TASK STATEMENT
You are asked to repeat the listing word for word and to leave out its pictures.

DATASET RECORDS
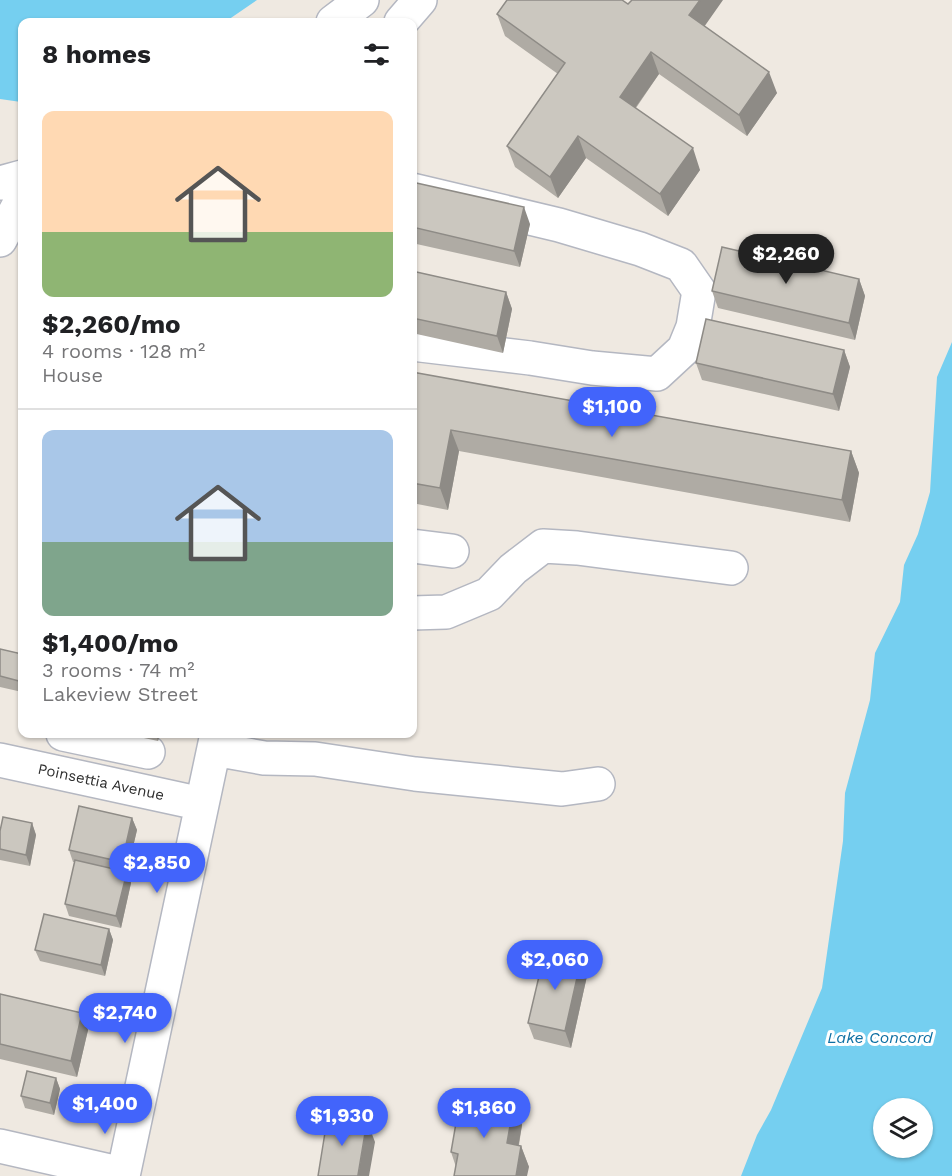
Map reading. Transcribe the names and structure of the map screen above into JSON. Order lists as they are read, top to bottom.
{
  "streets": {
    "street": ["Poinsettia Avenue"]
  },
  "water": ["Lake Concord"],
  "page": {
    "heading": "8 homes",
    "list": [
      {
        "name": "$2,260/mo",
        "note": "4 rooms · 128 m² · House"
      },
      {
        "name": "$1,400/mo",
        "note": "3 rooms · 74 m² · Lakeview Street"
      }
    ],
    "price": [
      "$2,260",
      "$1,100",
      "$2,850",
      "$2,060",
      "$2,740",
      "$1,400",
      "$1,860",
      "$1,930"
    ]
  }
}
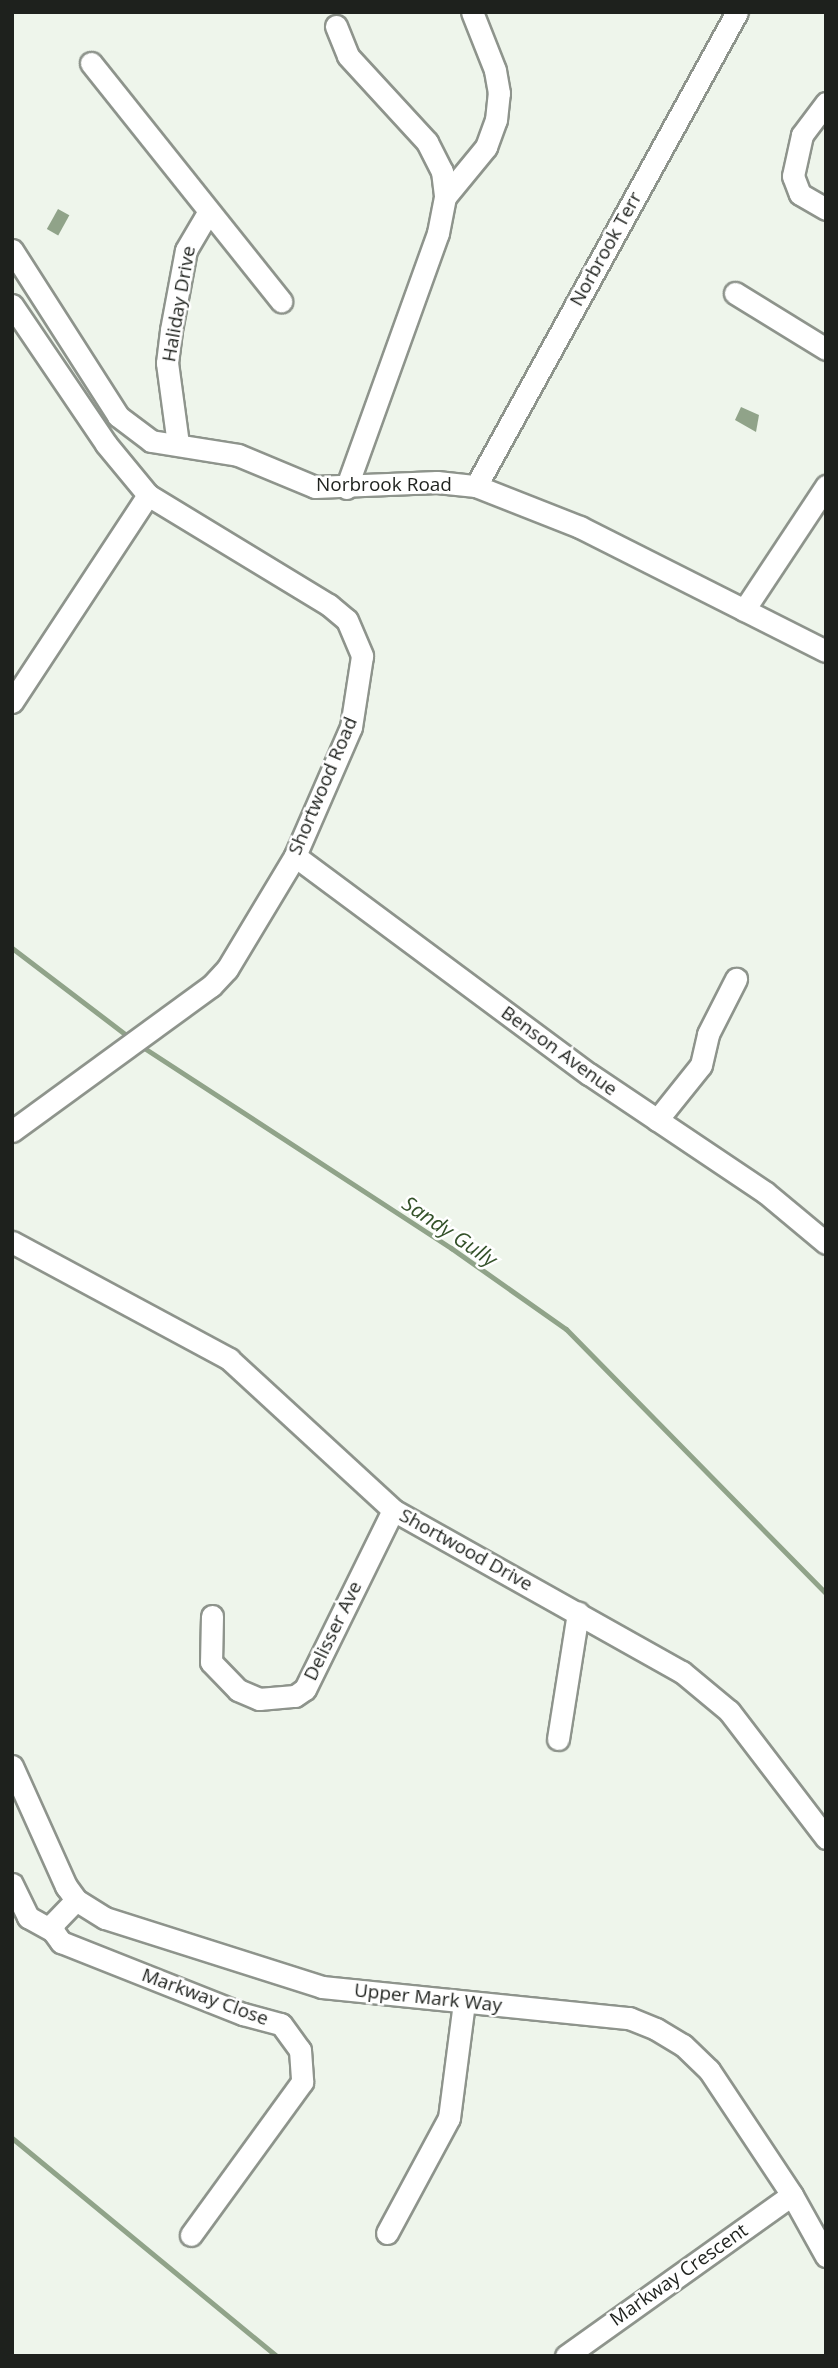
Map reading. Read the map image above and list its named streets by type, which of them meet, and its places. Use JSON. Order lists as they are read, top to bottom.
{
  "streets": {
    "street": [
      "Norbrook Terr",
      "Haliday Drive",
      "Norbrook Road",
      "Shortwood Road",
      "Benson Avenue",
      "Shortwood Drive",
      "Delisser Ave",
      "Markway Close",
      "Upper Mark Way",
      "Markway Crescent"
    ]
  },
  "crossings": [
    ["Norbrook Terr", "Norbrook Road"],
    ["Haliday Drive", "Norbrook Road"],
    ["Shortwood Road", "Benson Avenue"],
    ["Shortwood Drive", "Delisser Ave"],
    ["Upper Mark Way", "Markway Crescent"]
  ],
  "water": ["Sandy Gully"]
}
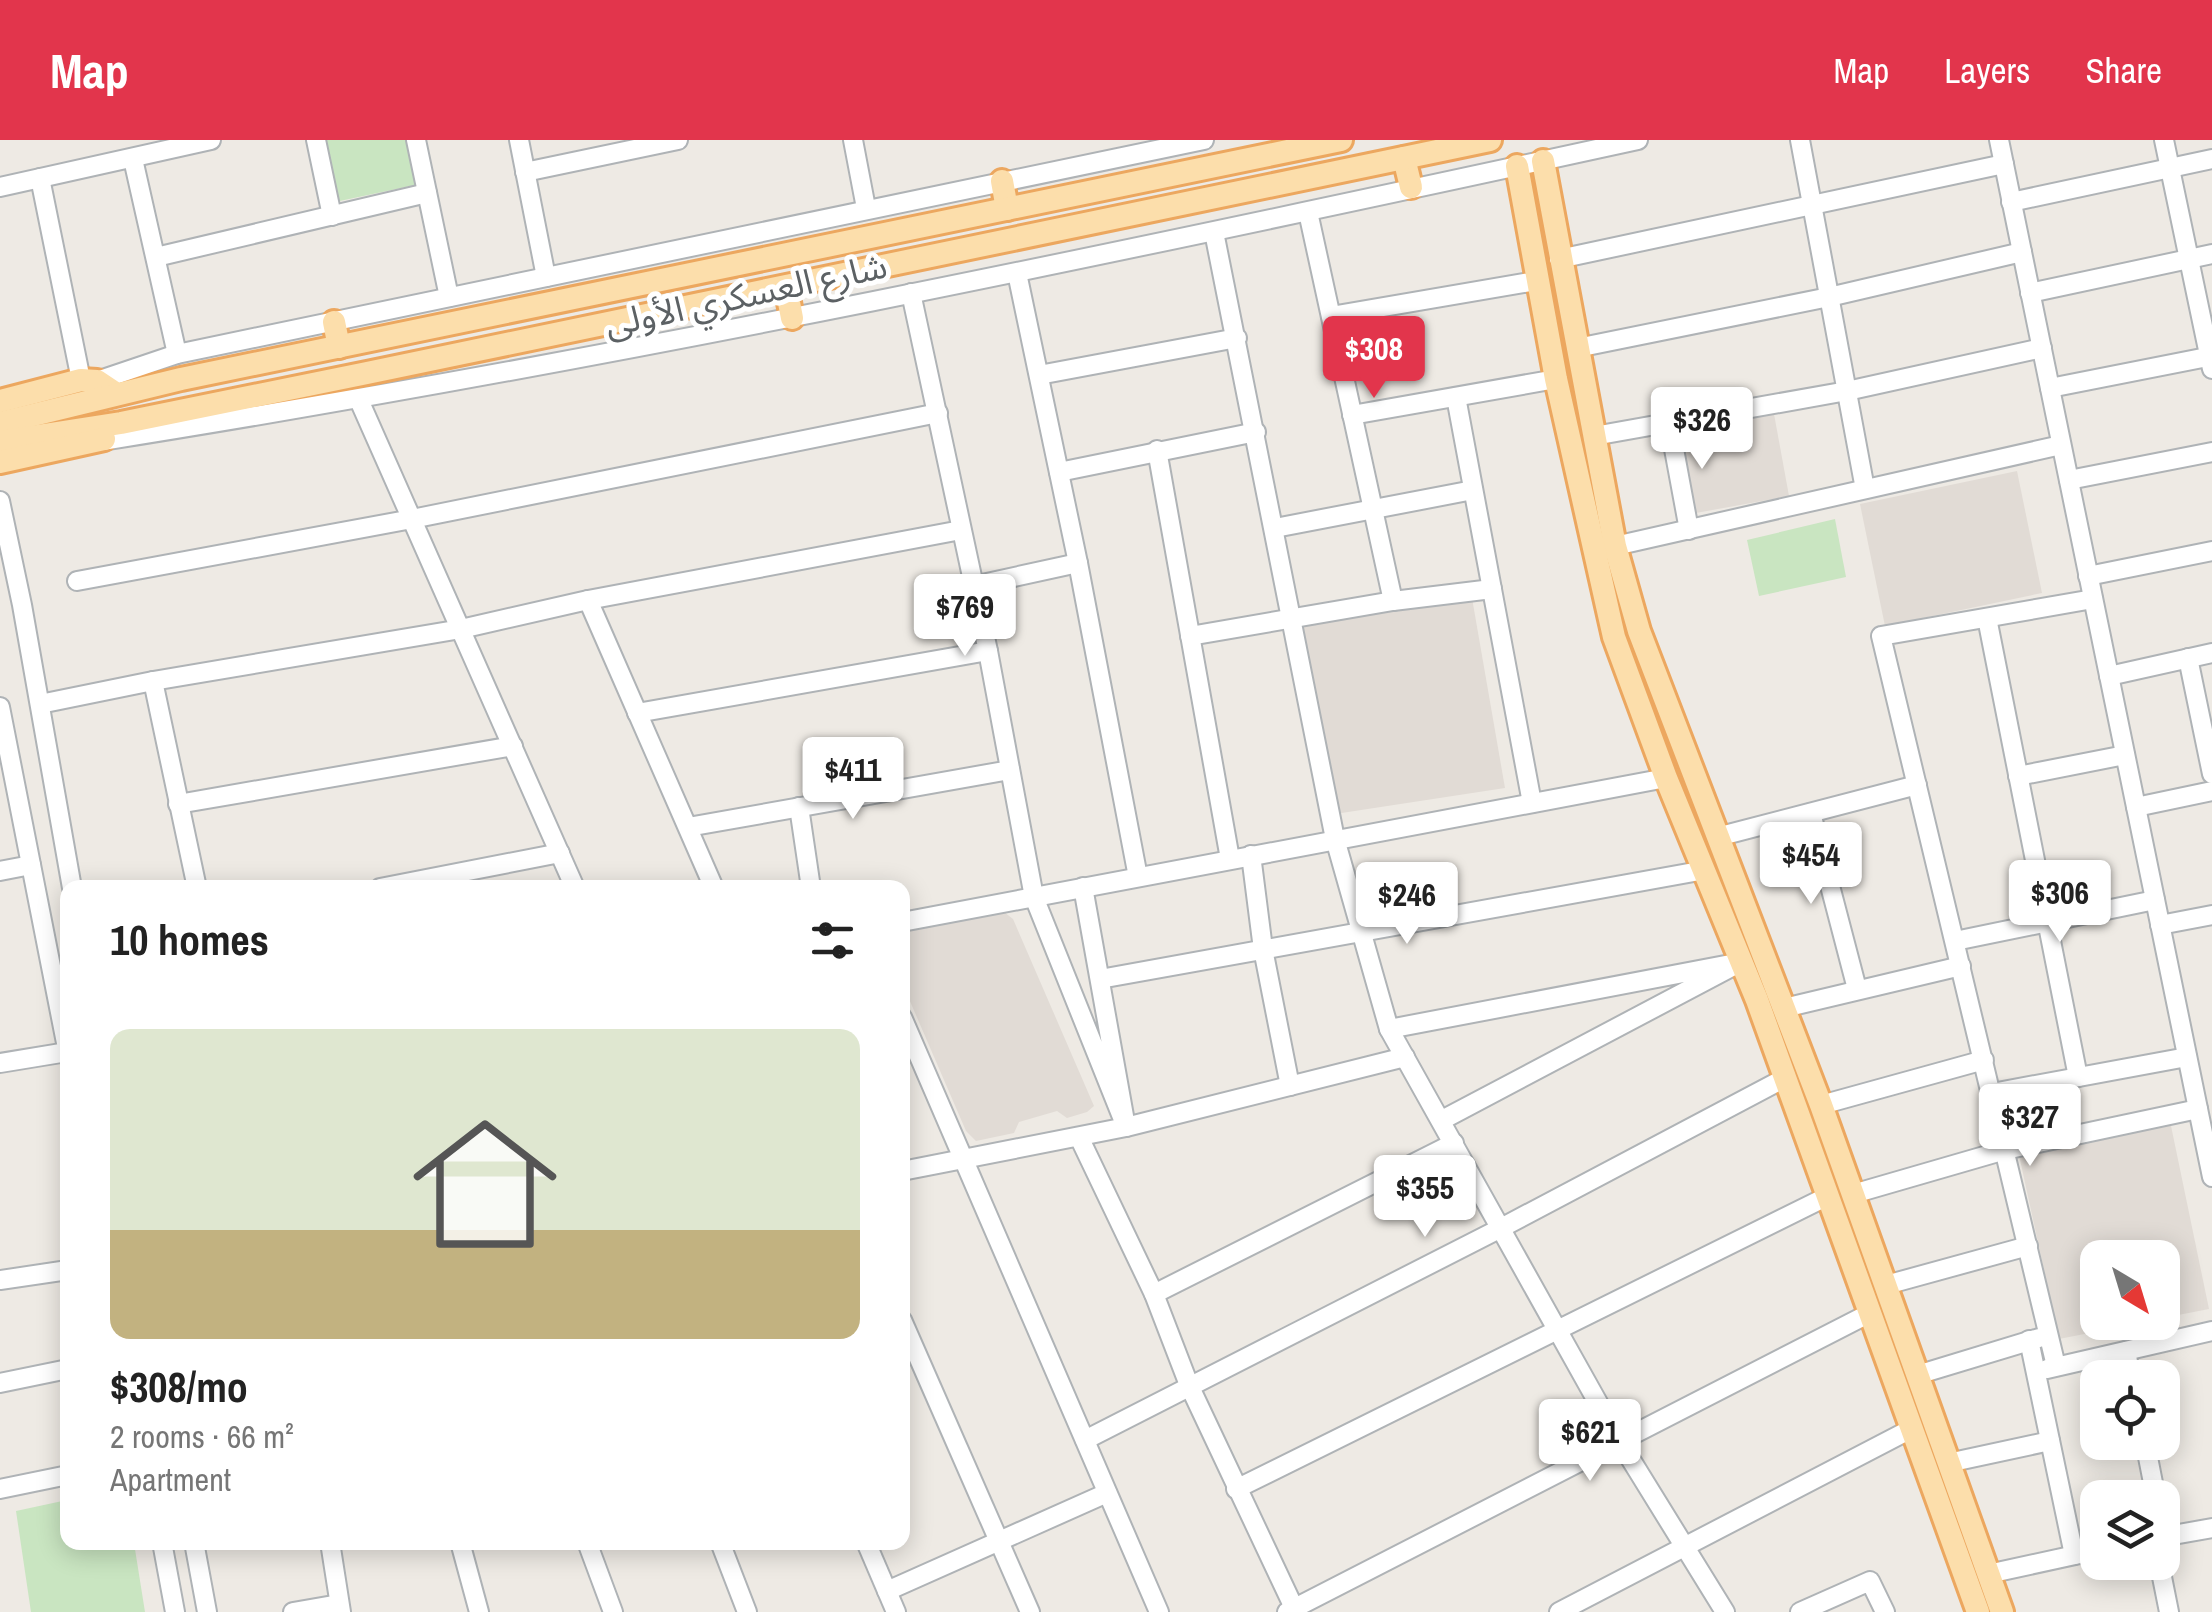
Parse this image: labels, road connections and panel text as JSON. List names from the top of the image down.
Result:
{
  "streets": {
    "main road": ["شارع العسكري الأولى"]
  },
  "north": "bottom right",
  "page": {
    "header": "Map",
    "nav": ["Map", "Layers", "Share"],
    "price": [
      "$308",
      "$326",
      "$769",
      "$411",
      "$454",
      "$306",
      "$246",
      "$327",
      "$355",
      "$621"
    ],
    "heading": "10 homes",
    "list": [
      {
        "name": "$308/mo",
        "note": "2 rooms · 66 m² · Apartment"
      }
    ]
  }
}
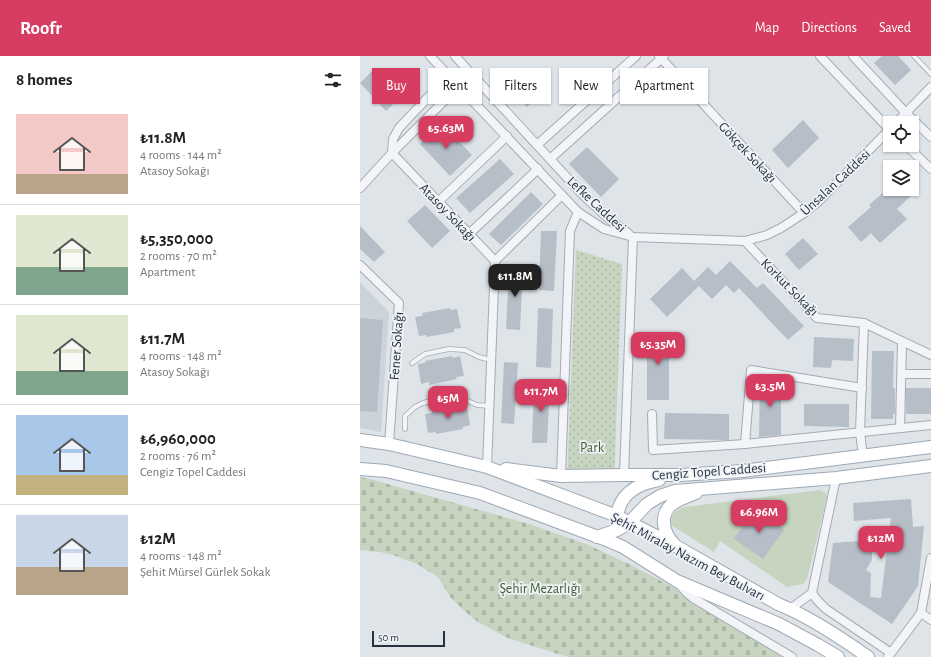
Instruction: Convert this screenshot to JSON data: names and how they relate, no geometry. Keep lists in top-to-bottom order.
{
  "streets": {
    "main road": ["Cengiz Topel Caddesi", "Şehit Miralay Nazım Bey Bulvarı"],
    "street": [
      "Gökçek Sokağı",
      "Ünsalan Caddesi",
      "Lefke Caddesi",
      "Atasoy Sokağı",
      "Korkut Sokağı",
      "Fener Sokağı"
    ]
  },
  "crossings": [
    ["Gökçek Sokağı", "Ünsalan Caddesi"],
    ["Ünsalan Caddesi", "Lefke Caddesi"],
    ["Ünsalan Caddesi", "Korkut Sokağı"],
    ["Fener Sokağı", "Şehit Miralay Nazım Bey Bulvarı"],
    ["Cengiz Topel Caddesi", "Şehit Miralay Nazım Bey Bulvarı"]
  ],
  "parks": ["Park", "Şehir Mezarlığı"],
  "scale_bar": "50 m",
  "page": {
    "header": "Roofr",
    "nav": ["Map", "Directions", "Saved"],
    "heading": "8 homes",
    "chip": [
      "Buy",
      "Rent",
      "Filters",
      "New",
      "Apartment"
    ],
    "list": [
      {
        "name": "₺11.8M",
        "note": "4 rooms · 144 m² · Atasoy Sokağı"
      },
      {
        "name": "₺5,350,000",
        "note": "2 rooms · 70 m² · Apartment"
      },
      {
        "name": "₺11.7M",
        "note": "4 rooms · 148 m² · Atasoy Sokağı"
      },
      {
        "name": "₺6,960,000",
        "note": "2 rooms · 76 m² · Cengiz Topel Caddesi"
      },
      {
        "name": "₺12M",
        "note": "4 rooms · 148 m² · Şehit Mürsel Gürlek Sokak"
      }
    ],
    "price": [
      "₺5.63M",
      "₺11.8M",
      "₺5.35M",
      "₺3.5M",
      "₺11.7M",
      "₺5M",
      "₺6.96M",
      "₺12M"
    ],
    "scale": "50 m"
  }
}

EXERCISE ANSWER
Map reading. Transcribe the names and structure of the map screen above into JSON. Order lists as they are read, top to bottom.
{
  "streets": {
    "street": ["Poinsettia Avenue"]
  },
  "water": ["Lake Concord"],
  "page": {
    "heading": "8 homes",
    "list": [
      {
        "name": "$2,260/mo",
        "note": "4 rooms · 128 m² · House"
      },
      {
        "name": "$1,400/mo",
        "note": "3 rooms · 74 m² · Lakeview Street"
      }
    ],
    "price": [
      "$2,260",
      "$1,100",
      "$2,850",
      "$2,060",
      "$2,740",
      "$1,400",
      "$1,860",
      "$1,930"
    ]
  }
}
Map reading. Read the map image above and list its named streets by type, which of them meet, and its places. Use JSON. Order lists as they are read, top to bottom.
{
  "streets": {
    "street": [
      "Norbrook Terr",
      "Haliday Drive",
      "Norbrook Road",
      "Shortwood Road",
      "Benson Avenue",
      "Shortwood Drive",
      "Delisser Ave",
      "Markway Close",
      "Upper Mark Way",
      "Markway Crescent"
    ]
  },
  "crossings": [
    ["Norbrook Terr", "Norbrook Road"],
    ["Haliday Drive", "Norbrook Road"],
    ["Shortwood Road", "Benson Avenue"],
    ["Shortwood Drive", "Delisser Ave"],
    ["Upper Mark Way", "Markway Crescent"]
  ],
  "water": ["Sandy Gully"]
}
Parse this image: labels, road connections and panel text as JSON. List names from the top of the image down.
Result:
{
  "streets": {
    "main road": ["شارع العسكري الأولى"]
  },
  "north": "bottom right",
  "page": {
    "header": "Map",
    "nav": ["Map", "Layers", "Share"],
    "price": [
      "$308",
      "$326",
      "$769",
      "$411",
      "$454",
      "$306",
      "$246",
      "$327",
      "$355",
      "$621"
    ],
    "heading": "10 homes",
    "list": [
      {
        "name": "$308/mo",
        "note": "2 rooms · 66 m² · Apartment"
      }
    ]
  }
}
Instruction: Convert this screenshot to JSON data: names and how they relate, no geometry. Keep lists in top-to-bottom order.
{
  "streets": {
    "main road": ["Cengiz Topel Caddesi", "Şehit Miralay Nazım Bey Bulvarı"],
    "street": [
      "Gökçek Sokağı",
      "Ünsalan Caddesi",
      "Lefke Caddesi",
      "Atasoy Sokağı",
      "Korkut Sokağı",
      "Fener Sokağı"
    ]
  },
  "crossings": [
    ["Gökçek Sokağı", "Ünsalan Caddesi"],
    ["Ünsalan Caddesi", "Lefke Caddesi"],
    ["Ünsalan Caddesi", "Korkut Sokağı"],
    ["Fener Sokağı", "Şehit Miralay Nazım Bey Bulvarı"],
    ["Cengiz Topel Caddesi", "Şehit Miralay Nazım Bey Bulvarı"]
  ],
  "parks": ["Park", "Şehir Mezarlığı"],
  "scale_bar": "50 m",
  "page": {
    "header": "Roofr",
    "nav": ["Map", "Directions", "Saved"],
    "heading": "8 homes",
    "chip": [
      "Buy",
      "Rent",
      "Filters",
      "New",
      "Apartment"
    ],
    "list": [
      {
        "name": "₺11.8M",
        "note": "4 rooms · 144 m² · Atasoy Sokağı"
      },
      {
        "name": "₺5,350,000",
        "note": "2 rooms · 70 m² · Apartment"
      },
      {
        "name": "₺11.7M",
        "note": "4 rooms · 148 m² · Atasoy Sokağı"
      },
      {
        "name": "₺6,960,000",
        "note": "2 rooms · 76 m² · Cengiz Topel Caddesi"
      },
      {
        "name": "₺12M",
        "note": "4 rooms · 148 m² · Şehit Mürsel Gürlek Sokak"
      }
    ],
    "price": [
      "₺5.63M",
      "₺11.8M",
      "₺5.35M",
      "₺3.5M",
      "₺11.7M",
      "₺5M",
      "₺6.96M",
      "₺12M"
    ],
    "scale": "50 m"
  }
}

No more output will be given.